Agribusiness buzz in brief

Agribusiness buzz in brief


The fledgling Timac Agro Australia fertiliser business shuts down


French parent company of fertiliser business Timac Agro Australia, Groupe Roullier, is quitting the Australian market by July, having only just upgraded its local operations here a few months ago.

In February Timac Agro announced it was establishing its Australian base in Caulfield, Melbourne.

Timac Agro specialises in plant and animal nutrition, with a specific expertise in crop nutrition, soil conditioning and fertiliser efficiency.

The company is in 42 countries, but a Groupe Roullier statement this week conceded “the timing of the commencement of our business in Australia has not proved to be right”.

“As a result, we consider it more relevant to focus on the consolidation of existing markets and the launch on new markets where synergies, in terms of logistics and production are possible.”

Timac Agro began importing and distributing in Australia in 2014, building up a staff of  23 in Victoria, NSW and Tasmania.

The company thanked farmers, distributors and third party suppliers who had trusted its services and products.

“We greatly appreciate the work that has been done over the past 3 years and thank everyone for their daily involvement,” the statement said.

A2 exec roles grow

A2 Milk company's Peter Nathan will become chief executive for Asia Pacific.

A2 Milk company's Peter Nathan will become chief executive for Asia Pacific.

A2 Milk Company is making a series of executive appointments, including moving its long-time Australian business boss, Peter Nathan, to a new role as chief executive for Asia Pacific.

From next month Mr Nathan will be responsible for business performance across the region, including a particular focus on Australia and China.

The specialist milk marketer and nutritional formula exporter recently appointed Jesse Wu as head of business development in emerging markets to help focus on building the company’s capacity in the region.

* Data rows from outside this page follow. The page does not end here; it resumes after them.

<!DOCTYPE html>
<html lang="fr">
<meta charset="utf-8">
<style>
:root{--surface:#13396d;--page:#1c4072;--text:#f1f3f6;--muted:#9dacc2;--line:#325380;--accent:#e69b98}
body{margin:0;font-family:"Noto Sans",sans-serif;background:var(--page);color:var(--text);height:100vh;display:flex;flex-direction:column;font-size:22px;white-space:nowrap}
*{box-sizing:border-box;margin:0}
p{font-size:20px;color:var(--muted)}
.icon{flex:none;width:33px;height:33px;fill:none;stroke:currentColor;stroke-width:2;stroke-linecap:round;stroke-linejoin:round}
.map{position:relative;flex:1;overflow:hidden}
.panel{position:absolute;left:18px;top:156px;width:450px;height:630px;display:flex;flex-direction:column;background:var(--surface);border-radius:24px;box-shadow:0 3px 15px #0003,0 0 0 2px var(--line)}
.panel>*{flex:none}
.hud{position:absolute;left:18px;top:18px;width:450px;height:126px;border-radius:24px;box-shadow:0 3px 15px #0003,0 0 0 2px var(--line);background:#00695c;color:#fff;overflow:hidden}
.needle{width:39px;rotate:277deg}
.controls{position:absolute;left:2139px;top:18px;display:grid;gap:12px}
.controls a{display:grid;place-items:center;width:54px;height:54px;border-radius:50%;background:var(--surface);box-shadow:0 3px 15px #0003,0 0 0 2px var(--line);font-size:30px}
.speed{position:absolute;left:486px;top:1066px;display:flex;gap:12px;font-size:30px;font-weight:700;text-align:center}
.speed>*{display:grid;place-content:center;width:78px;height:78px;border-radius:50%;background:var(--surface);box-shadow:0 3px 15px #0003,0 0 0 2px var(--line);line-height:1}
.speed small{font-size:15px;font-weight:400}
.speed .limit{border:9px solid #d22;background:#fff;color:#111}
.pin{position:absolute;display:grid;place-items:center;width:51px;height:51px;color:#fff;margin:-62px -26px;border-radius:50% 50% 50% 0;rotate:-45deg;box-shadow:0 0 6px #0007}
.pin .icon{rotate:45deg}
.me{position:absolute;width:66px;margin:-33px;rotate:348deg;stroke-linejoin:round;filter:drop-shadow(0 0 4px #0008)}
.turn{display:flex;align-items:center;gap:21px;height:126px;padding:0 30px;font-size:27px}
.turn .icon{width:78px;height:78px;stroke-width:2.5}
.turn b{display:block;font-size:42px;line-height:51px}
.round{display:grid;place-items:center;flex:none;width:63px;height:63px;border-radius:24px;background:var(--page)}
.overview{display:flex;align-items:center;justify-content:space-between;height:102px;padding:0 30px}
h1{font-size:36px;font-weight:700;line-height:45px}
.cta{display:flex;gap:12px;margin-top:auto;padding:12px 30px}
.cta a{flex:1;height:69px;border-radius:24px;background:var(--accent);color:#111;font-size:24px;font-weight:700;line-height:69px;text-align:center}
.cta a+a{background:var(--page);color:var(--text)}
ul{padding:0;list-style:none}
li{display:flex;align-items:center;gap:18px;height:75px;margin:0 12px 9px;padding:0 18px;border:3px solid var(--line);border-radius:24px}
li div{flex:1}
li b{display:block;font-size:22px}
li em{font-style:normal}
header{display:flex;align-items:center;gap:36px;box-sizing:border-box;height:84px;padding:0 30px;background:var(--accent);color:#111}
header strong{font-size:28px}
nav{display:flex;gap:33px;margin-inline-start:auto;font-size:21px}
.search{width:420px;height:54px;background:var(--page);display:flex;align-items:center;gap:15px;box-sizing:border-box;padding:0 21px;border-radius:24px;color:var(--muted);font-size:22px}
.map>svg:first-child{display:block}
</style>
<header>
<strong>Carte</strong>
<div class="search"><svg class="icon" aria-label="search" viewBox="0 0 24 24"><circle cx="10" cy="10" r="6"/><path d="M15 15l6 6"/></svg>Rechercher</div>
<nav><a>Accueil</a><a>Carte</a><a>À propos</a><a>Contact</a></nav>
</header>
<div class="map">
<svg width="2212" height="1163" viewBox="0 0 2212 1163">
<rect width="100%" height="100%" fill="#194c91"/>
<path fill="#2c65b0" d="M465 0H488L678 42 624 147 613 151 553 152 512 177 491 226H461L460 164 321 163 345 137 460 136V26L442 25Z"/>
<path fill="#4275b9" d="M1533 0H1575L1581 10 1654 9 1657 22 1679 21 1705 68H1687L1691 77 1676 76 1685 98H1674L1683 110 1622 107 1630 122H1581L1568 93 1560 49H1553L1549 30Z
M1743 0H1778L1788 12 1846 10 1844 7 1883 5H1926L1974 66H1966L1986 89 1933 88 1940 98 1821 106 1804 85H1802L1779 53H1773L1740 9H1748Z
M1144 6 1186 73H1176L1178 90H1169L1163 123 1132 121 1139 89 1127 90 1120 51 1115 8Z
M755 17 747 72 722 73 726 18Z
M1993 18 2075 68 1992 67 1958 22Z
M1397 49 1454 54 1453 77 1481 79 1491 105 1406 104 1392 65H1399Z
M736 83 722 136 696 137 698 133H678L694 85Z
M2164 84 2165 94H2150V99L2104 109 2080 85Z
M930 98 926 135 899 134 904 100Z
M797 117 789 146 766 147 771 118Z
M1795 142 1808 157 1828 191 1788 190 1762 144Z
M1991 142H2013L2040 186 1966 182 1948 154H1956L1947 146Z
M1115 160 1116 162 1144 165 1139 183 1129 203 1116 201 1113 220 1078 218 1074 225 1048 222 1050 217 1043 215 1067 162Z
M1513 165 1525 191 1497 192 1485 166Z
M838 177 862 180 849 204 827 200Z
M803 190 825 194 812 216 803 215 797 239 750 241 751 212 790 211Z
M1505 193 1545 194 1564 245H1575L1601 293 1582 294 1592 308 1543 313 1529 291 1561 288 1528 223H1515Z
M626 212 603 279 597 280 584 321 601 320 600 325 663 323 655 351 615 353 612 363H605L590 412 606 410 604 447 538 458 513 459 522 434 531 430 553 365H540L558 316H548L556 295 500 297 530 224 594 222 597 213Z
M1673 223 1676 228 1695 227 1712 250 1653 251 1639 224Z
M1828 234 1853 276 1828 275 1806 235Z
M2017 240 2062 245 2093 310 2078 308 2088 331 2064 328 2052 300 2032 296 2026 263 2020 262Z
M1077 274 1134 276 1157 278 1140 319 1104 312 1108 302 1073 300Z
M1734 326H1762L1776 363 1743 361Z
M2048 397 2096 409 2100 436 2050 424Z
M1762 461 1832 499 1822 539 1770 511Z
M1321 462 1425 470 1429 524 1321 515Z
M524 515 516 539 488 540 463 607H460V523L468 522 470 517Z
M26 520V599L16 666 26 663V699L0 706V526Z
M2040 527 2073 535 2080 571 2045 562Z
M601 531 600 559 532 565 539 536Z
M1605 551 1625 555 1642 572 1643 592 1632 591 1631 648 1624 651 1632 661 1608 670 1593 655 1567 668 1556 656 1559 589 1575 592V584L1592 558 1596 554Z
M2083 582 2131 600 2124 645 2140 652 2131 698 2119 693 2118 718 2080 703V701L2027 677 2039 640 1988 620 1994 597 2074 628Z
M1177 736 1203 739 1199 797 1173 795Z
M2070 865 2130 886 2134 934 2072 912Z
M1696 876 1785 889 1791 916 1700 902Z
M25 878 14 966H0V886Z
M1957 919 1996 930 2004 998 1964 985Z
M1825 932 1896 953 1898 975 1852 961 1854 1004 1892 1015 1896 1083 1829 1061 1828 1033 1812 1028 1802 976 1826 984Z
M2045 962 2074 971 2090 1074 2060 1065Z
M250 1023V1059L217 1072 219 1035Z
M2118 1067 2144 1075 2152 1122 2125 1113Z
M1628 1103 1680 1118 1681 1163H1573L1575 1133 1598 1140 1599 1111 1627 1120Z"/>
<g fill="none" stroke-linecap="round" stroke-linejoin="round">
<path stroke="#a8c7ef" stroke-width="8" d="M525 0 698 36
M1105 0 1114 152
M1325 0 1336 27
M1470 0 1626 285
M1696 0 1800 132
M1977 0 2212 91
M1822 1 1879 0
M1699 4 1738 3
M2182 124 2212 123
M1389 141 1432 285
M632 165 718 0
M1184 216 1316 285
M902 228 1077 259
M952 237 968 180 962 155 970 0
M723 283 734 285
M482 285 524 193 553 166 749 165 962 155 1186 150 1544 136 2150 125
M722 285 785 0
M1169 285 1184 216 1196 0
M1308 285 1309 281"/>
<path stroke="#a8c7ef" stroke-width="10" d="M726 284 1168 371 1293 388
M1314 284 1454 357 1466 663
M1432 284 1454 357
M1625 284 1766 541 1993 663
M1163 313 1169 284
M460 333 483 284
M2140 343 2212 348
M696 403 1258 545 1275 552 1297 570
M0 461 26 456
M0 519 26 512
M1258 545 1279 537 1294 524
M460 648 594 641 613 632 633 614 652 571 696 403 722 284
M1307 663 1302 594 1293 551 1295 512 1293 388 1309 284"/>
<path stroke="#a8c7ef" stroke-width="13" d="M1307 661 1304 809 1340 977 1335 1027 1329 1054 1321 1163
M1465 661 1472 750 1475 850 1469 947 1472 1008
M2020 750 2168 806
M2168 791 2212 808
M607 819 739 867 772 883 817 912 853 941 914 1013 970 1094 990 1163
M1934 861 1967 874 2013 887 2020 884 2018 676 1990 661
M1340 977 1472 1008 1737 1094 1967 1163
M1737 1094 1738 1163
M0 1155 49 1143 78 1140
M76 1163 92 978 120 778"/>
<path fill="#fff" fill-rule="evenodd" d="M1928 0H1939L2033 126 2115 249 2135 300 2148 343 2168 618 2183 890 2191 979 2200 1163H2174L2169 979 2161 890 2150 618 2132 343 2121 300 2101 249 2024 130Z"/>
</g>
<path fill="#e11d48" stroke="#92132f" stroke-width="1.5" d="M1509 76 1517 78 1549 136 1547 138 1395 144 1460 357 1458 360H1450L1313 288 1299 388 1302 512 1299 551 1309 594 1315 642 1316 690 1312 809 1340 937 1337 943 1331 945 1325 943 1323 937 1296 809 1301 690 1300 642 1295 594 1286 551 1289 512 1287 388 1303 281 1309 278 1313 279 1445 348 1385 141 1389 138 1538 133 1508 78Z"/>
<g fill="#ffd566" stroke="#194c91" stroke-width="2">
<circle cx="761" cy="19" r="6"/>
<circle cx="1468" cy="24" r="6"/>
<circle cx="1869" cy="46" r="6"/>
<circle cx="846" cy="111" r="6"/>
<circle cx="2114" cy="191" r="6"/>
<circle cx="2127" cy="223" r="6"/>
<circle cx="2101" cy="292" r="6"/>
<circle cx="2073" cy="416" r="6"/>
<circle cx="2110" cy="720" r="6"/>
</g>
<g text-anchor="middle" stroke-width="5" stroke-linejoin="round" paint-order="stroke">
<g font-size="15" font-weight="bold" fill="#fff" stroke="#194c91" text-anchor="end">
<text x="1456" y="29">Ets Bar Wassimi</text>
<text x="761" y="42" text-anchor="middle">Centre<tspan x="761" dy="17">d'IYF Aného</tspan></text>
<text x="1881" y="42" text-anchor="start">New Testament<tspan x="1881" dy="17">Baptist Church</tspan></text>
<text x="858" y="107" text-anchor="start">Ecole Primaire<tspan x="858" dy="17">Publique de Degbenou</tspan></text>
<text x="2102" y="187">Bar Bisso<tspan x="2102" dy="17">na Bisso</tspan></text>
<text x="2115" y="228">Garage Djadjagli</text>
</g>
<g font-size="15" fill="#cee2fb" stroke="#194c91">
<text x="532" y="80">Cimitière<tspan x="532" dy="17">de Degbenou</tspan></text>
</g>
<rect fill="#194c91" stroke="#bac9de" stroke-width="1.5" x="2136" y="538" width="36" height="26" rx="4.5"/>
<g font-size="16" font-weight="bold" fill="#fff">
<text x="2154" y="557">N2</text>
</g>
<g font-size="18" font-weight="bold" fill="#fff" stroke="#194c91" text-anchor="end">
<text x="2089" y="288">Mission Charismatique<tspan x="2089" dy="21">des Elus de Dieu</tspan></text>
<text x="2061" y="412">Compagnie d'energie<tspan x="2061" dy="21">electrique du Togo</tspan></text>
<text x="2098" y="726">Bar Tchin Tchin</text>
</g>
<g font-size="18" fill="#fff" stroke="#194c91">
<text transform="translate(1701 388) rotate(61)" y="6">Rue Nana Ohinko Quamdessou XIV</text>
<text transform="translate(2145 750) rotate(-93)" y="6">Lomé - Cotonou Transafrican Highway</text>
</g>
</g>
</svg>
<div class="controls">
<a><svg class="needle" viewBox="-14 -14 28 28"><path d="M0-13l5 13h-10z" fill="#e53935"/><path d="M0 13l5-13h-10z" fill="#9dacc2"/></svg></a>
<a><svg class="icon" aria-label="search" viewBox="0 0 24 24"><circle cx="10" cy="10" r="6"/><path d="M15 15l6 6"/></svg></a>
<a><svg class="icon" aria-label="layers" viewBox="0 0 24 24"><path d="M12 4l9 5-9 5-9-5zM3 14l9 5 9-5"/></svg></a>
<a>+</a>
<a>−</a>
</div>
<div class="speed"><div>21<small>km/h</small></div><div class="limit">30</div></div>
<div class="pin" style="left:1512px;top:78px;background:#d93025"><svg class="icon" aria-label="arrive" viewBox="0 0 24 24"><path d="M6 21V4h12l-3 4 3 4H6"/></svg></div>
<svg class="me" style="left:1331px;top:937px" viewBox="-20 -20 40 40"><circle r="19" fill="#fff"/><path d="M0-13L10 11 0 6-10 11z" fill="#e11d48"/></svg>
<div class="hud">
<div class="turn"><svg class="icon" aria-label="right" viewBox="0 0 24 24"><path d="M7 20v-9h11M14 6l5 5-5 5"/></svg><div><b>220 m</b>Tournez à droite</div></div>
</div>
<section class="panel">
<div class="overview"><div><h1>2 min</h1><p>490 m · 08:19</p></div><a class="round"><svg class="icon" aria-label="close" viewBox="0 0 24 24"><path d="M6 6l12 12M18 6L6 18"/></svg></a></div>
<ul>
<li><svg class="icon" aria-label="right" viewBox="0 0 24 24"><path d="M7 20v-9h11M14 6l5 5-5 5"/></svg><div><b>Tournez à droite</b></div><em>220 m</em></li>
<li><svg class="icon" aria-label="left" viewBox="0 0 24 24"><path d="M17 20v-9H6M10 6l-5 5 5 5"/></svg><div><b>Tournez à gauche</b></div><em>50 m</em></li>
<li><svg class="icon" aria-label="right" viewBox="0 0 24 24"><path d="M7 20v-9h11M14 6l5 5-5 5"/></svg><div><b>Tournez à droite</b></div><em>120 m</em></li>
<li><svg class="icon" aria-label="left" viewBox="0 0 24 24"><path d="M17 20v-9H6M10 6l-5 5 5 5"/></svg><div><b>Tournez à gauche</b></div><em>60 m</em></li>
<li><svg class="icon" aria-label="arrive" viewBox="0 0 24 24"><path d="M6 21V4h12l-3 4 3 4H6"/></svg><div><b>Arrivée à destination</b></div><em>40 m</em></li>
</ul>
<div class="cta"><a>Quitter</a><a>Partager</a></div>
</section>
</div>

It has also moved Scott Wotherspoon from his lead role in China to become chief executive of Europe and UK and will appoint a new executive vice president in China, based in Shanghai, reporting to Mr Nathan.

Bega attracts interest

Swiss-based investment and financial services group UBS has increased its stake in Bega Cheese to 5.3 per cent via a series of nominee companies.

Bega, which has a ceiling on share ownership of 15pc for any share owner entity, advised the market last week of UBS lifting its interest in the company by more than 1pc in recent trading.

Bega’s shareholding limit, in place until 2021, requires shareholders to stay under the 15pc ceiling or lose their rights to vote and receive dividends on shares in excess of their entitlement.

Bega shares traded around the $5.70 mark early this week - down from recent highs at $6.40 last month.

StockCo appointments

Livestock purchase funder, StockCo, has appointed two senior recruits to its Brisbane head office, Tim Pryor and Graham Leathem.

Mr Pryor who was most recently head of agribusiness at Bank of Queensland, takes over as chief operating officer at StockCo.

He previously also held management and executive positions at Landmark and Commonwealth Bank of Australia.

Mr Leathem becomes Australian credit manager previously was region credit manager for north eastern Australia with Landmark.

StockCo Australia chief executive officer, Richard Brimblecombe, said the finance provider had experienced tremendous growth in the past three years and the new appointments reflected the company’s commitment to outstanding service and market-leading livestock funding solutions.

Deere running faster

US machinery powerhouse Deere and Company’s shares hit new highs when it reported a 5.2 per cent rise in sales to $11 billion ($US8.29b) for the three months to May 1, with earnings up 62pc to $1.06b.

Deere has forecast upbeat full-year earnings, saying further stabilisation was evident in the global market, including a strong recovery in South America.

It is forecasting at least $2.6b in group earnings for the year to October, which was well ahead of recent market expectations.

The upgrade included an 8pc rise in farm machinery sales for the full year –  up from 3pc and reflected an increase to 9pc, from 4pc, in forecasts for equipment sales.